Material provided Block Start

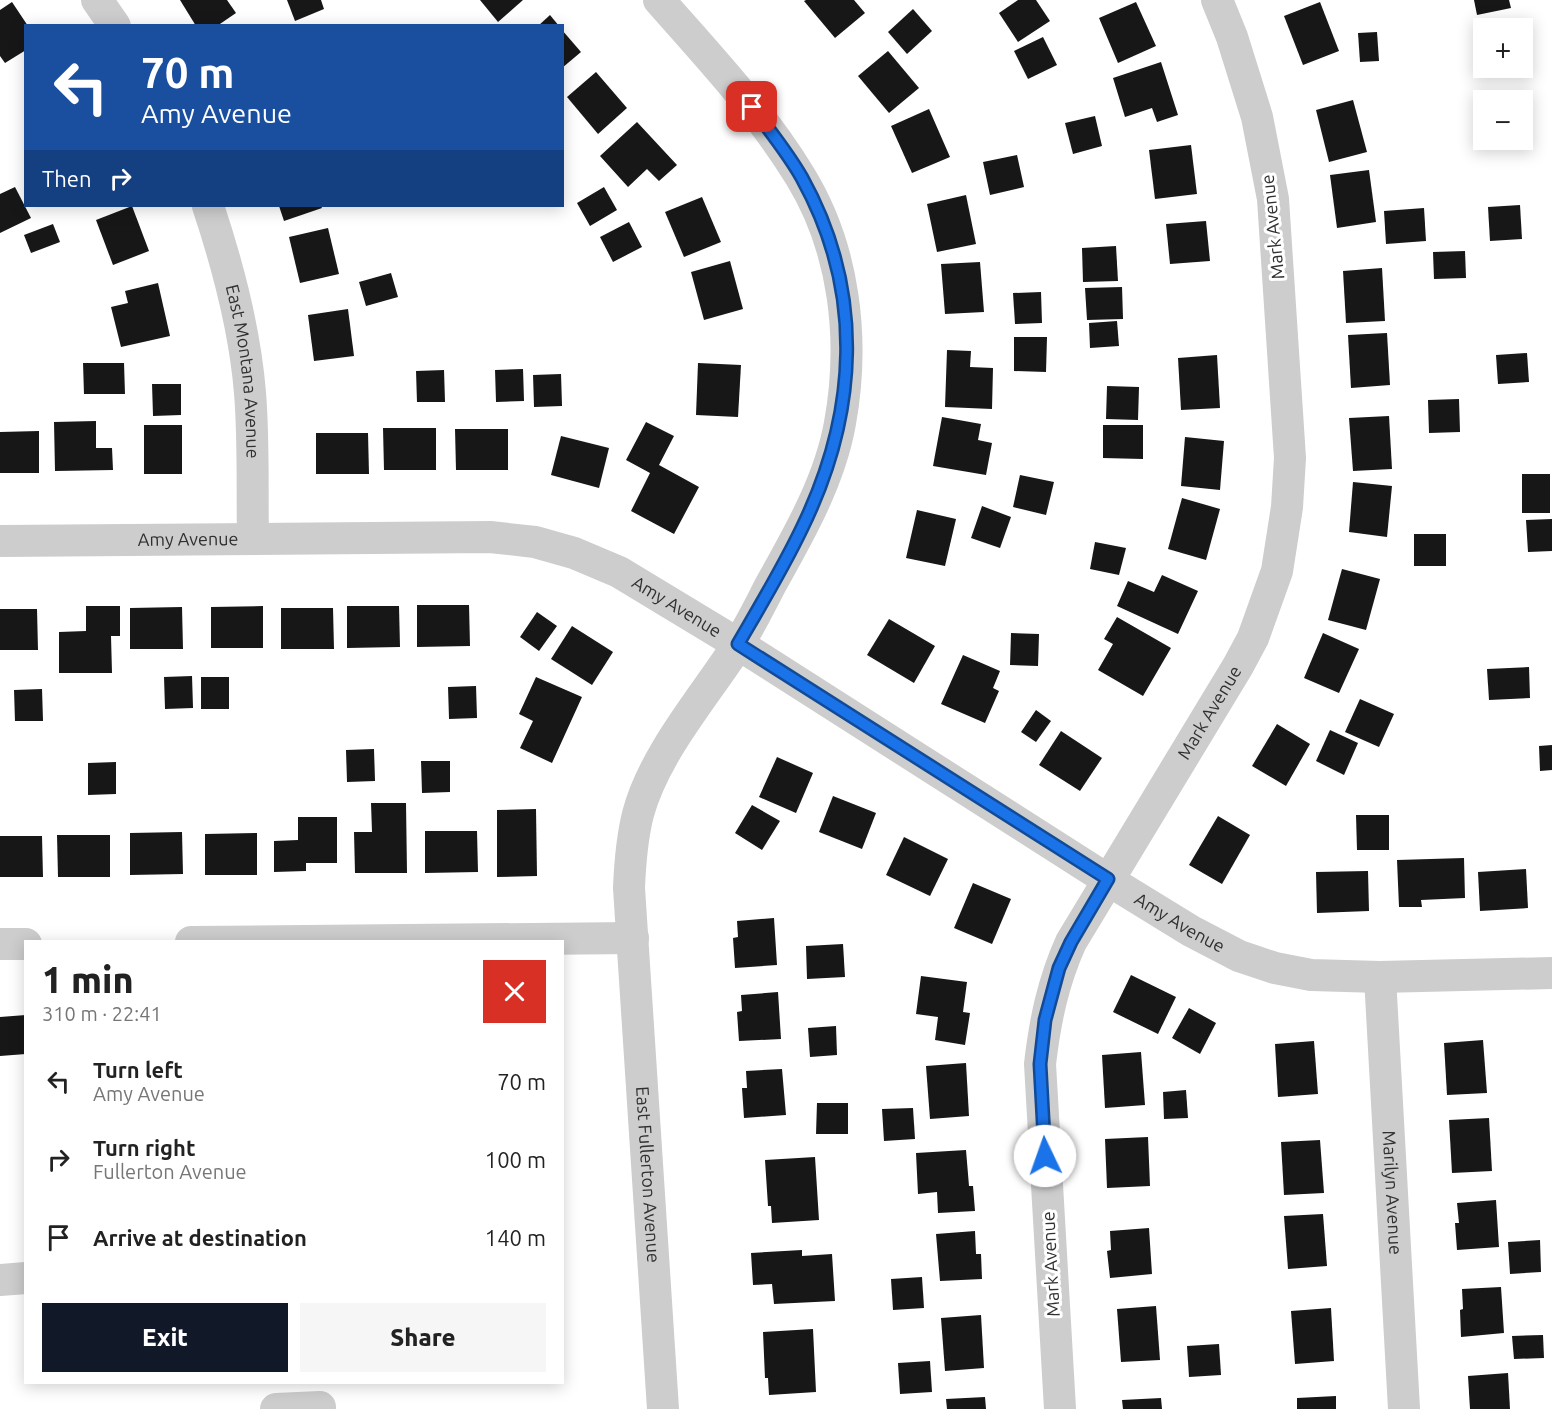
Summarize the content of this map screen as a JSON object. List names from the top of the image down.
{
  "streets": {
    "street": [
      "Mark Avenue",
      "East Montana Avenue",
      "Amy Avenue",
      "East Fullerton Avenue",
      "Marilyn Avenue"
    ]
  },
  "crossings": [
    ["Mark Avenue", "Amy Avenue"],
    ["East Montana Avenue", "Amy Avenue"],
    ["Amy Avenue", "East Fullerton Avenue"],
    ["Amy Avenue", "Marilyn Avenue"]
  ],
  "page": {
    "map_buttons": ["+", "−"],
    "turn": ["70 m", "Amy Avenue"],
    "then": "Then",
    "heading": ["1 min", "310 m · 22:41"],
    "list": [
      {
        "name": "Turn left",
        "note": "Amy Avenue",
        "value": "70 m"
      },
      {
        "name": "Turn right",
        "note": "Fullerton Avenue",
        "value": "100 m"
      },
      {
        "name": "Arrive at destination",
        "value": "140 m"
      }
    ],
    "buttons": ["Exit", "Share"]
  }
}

Material provided Block End
Material provided Block Start

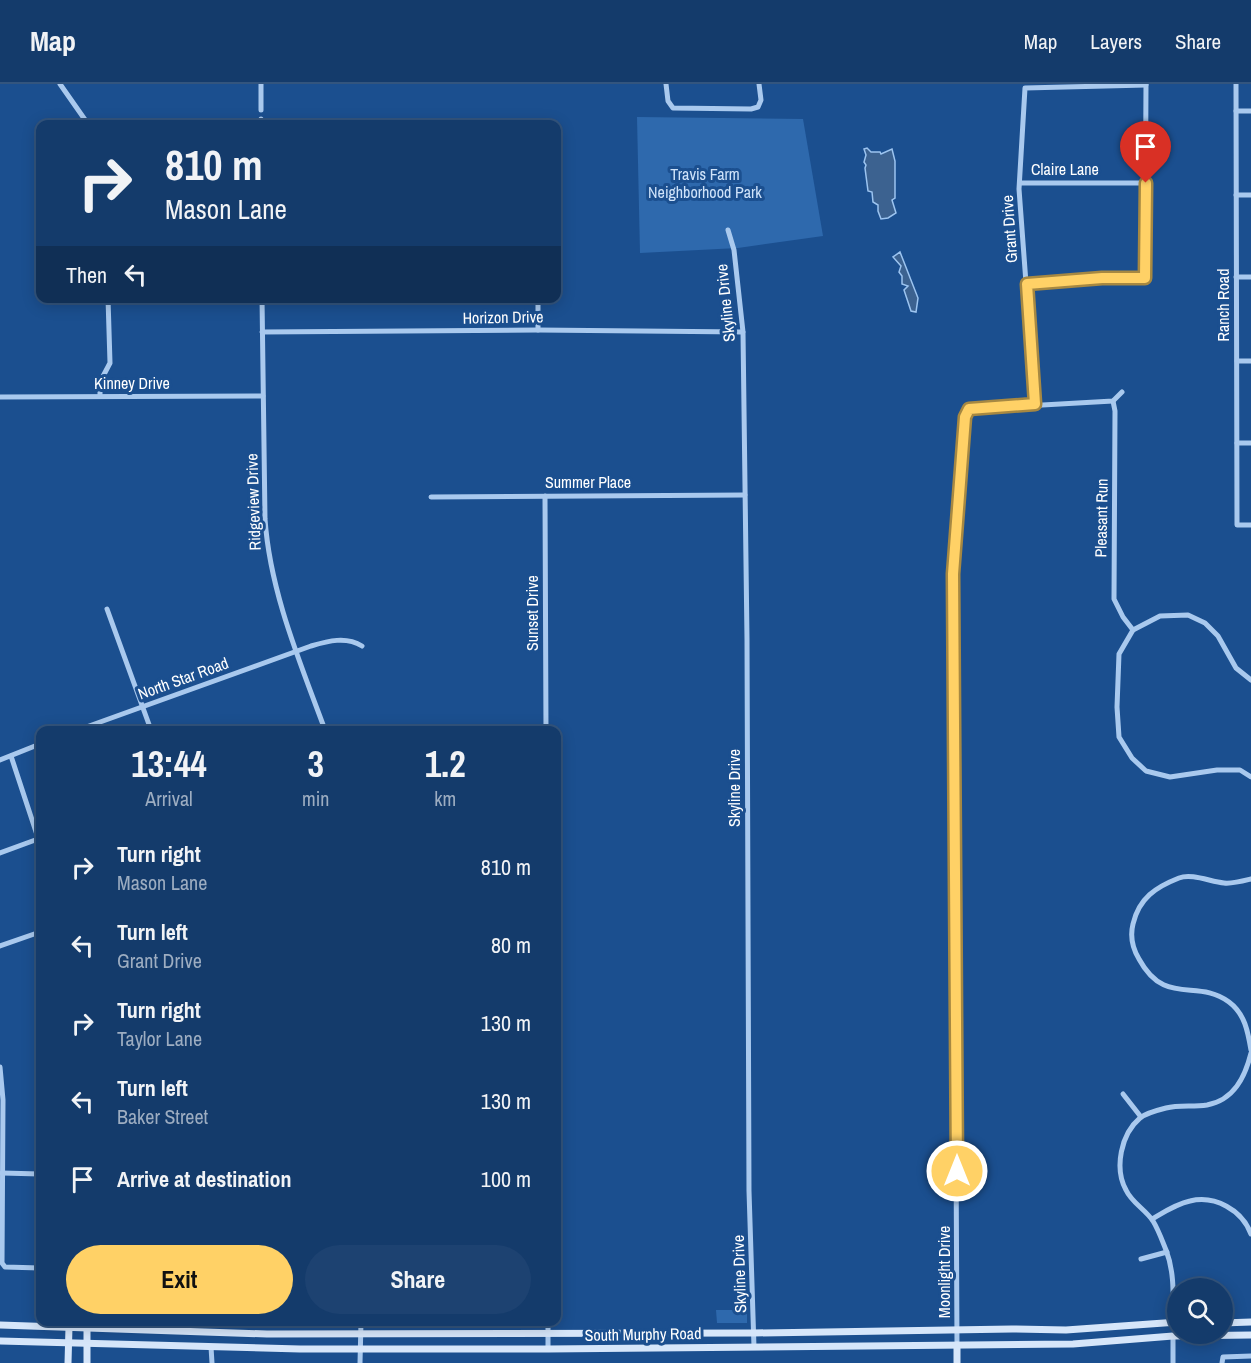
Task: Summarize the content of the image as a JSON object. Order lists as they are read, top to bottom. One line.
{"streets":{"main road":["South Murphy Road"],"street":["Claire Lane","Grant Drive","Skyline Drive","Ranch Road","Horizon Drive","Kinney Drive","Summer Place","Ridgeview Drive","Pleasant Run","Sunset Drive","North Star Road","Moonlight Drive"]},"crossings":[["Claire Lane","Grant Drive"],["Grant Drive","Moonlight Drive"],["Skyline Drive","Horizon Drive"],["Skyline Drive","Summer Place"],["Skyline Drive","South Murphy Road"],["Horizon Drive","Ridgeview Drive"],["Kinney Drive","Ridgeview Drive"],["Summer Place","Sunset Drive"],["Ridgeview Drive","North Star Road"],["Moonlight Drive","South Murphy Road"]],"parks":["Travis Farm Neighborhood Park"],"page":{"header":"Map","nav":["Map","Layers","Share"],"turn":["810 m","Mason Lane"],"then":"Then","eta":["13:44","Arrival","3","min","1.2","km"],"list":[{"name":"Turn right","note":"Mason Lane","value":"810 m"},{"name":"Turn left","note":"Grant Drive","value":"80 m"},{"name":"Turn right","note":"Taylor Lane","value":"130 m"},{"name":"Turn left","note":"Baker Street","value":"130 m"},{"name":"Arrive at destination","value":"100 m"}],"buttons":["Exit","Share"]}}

Material provided Block End

> [Problem to work on] Match on "destination": copy every line in the records that has it.

> [Response]
        "name": "Arrive at destination",
{"streets":{"main road":["South Murphy Road"],"street":["Claire Lane","Grant Drive","Skyline Drive","Ranch Road","Horizon Drive","Kinney Drive","Summer Place","Ridgeview Drive","Pleasant Run","Sunset Drive","North Star Road","Moonlight Drive"]},"crossings":[["Claire Lane","Grant Drive"],["Grant Drive","Moonlight Drive"],["Skyline Drive","Horizon Drive"],["Skyline Drive","Summer Place"],["Skyline Drive","South Murphy Road"],["Horizon Drive","Ridgeview Drive"],["Kinney Drive","Ridgeview Drive"],["Summer Place","Sunset Drive"],["Ridgeview Drive","North Star Road"],["Moonlight Drive","South Murphy Road"]],"parks":["Travis Farm Neighborhood Park"],"page":{"header":"Map","nav":["Map","Layers","Share"],"turn":["810 m","Mason Lane"],"then":"Then","eta":["13:44","Arrival","3","min","1.2","km"],"list":[{"name":"Turn right","note":"Mason Lane","value":"810 m"},{"name":"Turn left","note":"Grant Drive","value":"80 m"},{"name":"Turn right","note":"Taylor Lane","value":"130 m"},{"name":"Turn left","note":"Baker Street","value":"130 m"},{"name":"Arrive at destination","value":"100 m"}],"buttons":["Exit","Share"]}}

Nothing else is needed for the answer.